永井龍男の災難

 私は永井龍男文化勲章をとるほどの作家かどうか疑わしいと思っている。当時、左翼作家が多くて勲章を辞退した結果、永井に回ってきたのだろう。

 その永井が1974年から76年1月まで『小説新潮』に連載した身辺雑記『身辺すごろく』の最後の回を読んでいたら、永井が鎌倉での知り合いの死去に際して「彼ほど波乱の多い人生を送ったものはいないだろう」(大意)と書いたら(これは林房雄のことだろう)、ある人から手紙が来て、「私のほうが波乱の人生でした。
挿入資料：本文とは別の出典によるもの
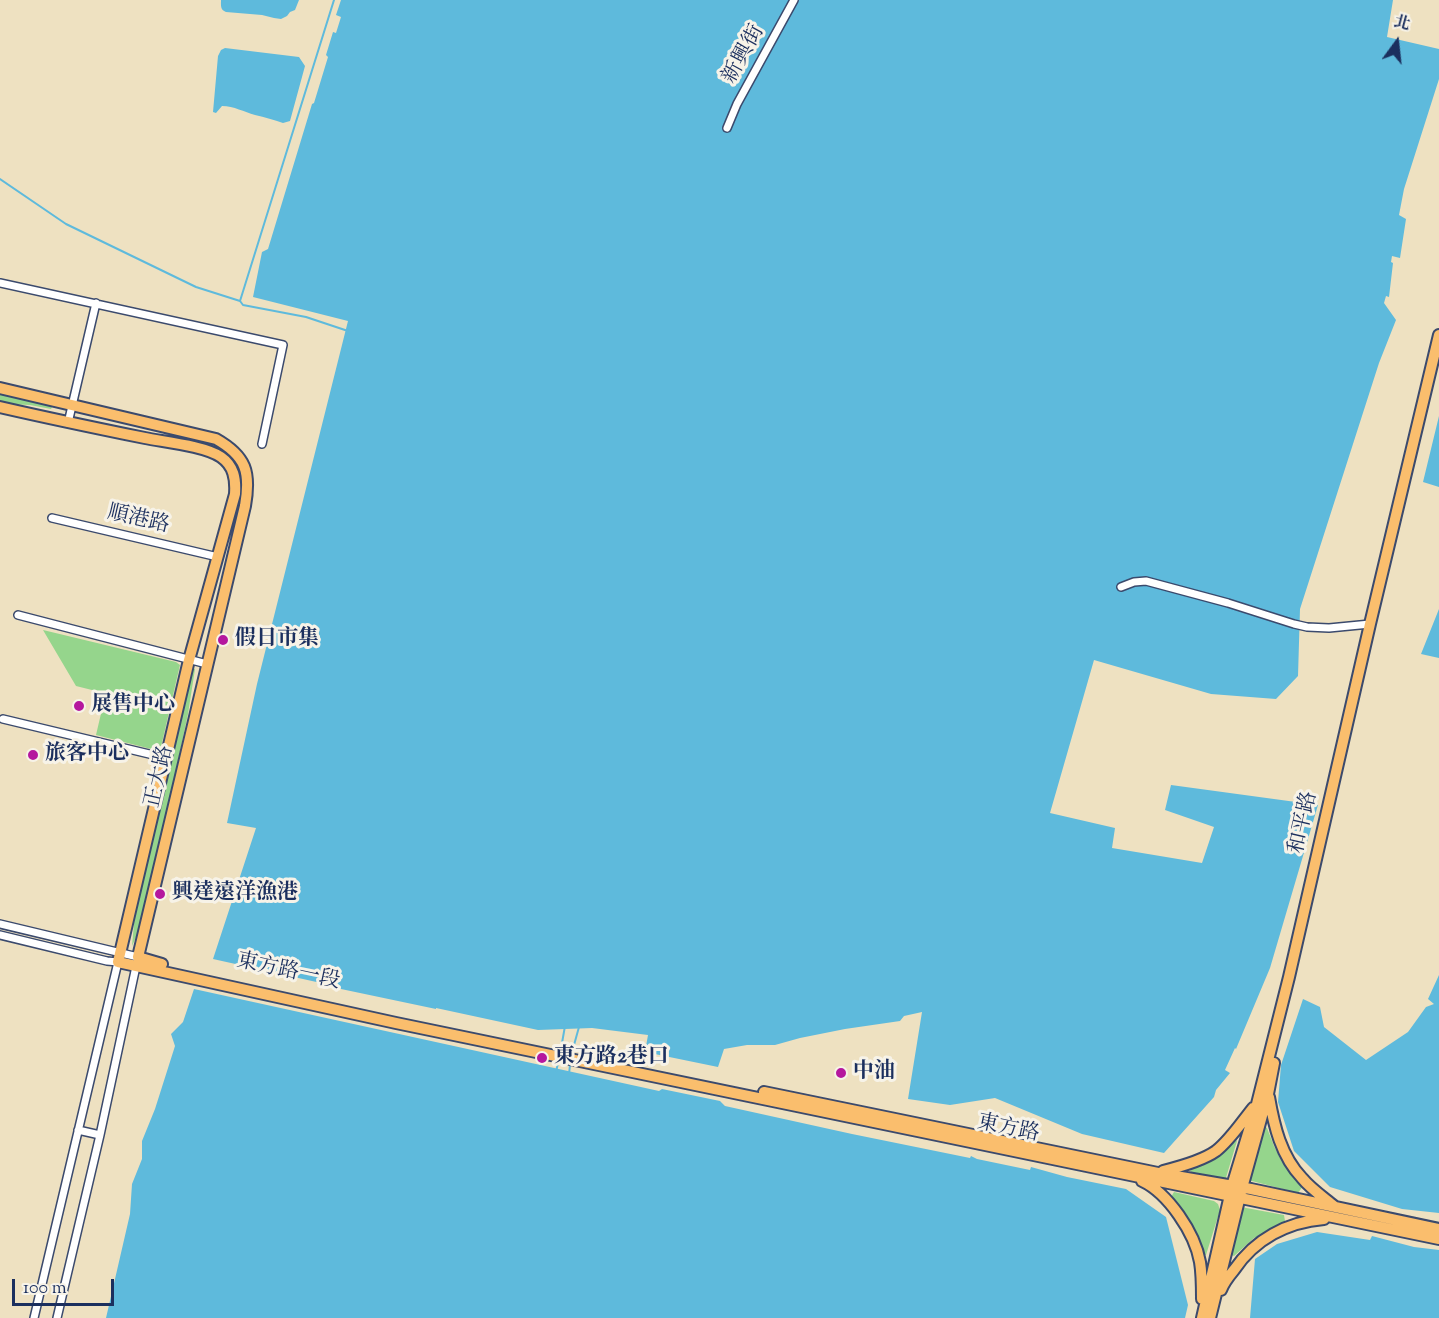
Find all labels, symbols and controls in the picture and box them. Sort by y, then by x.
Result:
text: 北 [1391,11,1412,37]
north arrow [1367,12,1427,72]
street label: 新興街 [719,21,771,89]
street label: 順港路 [104,502,172,540]
place label: 假日市集 [235,627,319,653]
marker: 假日市集 [216,633,230,647]
place label: 展售中心 [91,693,175,719]
marker: 展售中心 [72,699,86,713]
place label: 旅客中心 [45,742,129,768]
street label: 正大路 [142,743,180,811]
marker: 旅客中心 [26,748,40,762]
street label: 和平路 [1286,789,1324,857]
place label: 興達遠洋漁港 [172,881,298,907]
marker: 興達遠洋漁港 [153,887,167,901]
street label: 東方路一段 [234,950,342,996]
place label: 東方路2巷口 [554,1045,669,1071]
marker: 東方路2巷口 [535,1051,549,1065]
place label: 中油 [853,1060,895,1086]
marker: 中油 [834,1066,848,1080]
street label: 東方路 [975,1111,1041,1149]
scale bar [15,1267,117,1305]
text: 100 m [23,1276,67,1302]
妻の病気で困っているとき、あなたに金屏風を売ろうとして(以上大意)あなたに冷酷な、茶化し的返事をもらったのを忘れていません」とあった。これは五年前に、永井がある宿に泊まったら金屏風が立ててあり、そこから何だか金が漂い出してくるような気がして、金屏風を手に入れたいと思っていると新聞に随筆を書いたら、二人の人から金屏風を売りたいという手紙が来て、その人には丁重な断りの手紙を書いたということで、永井は慌てて、釈明の手紙を書いたという。人間、どこで何があるか分からないものである。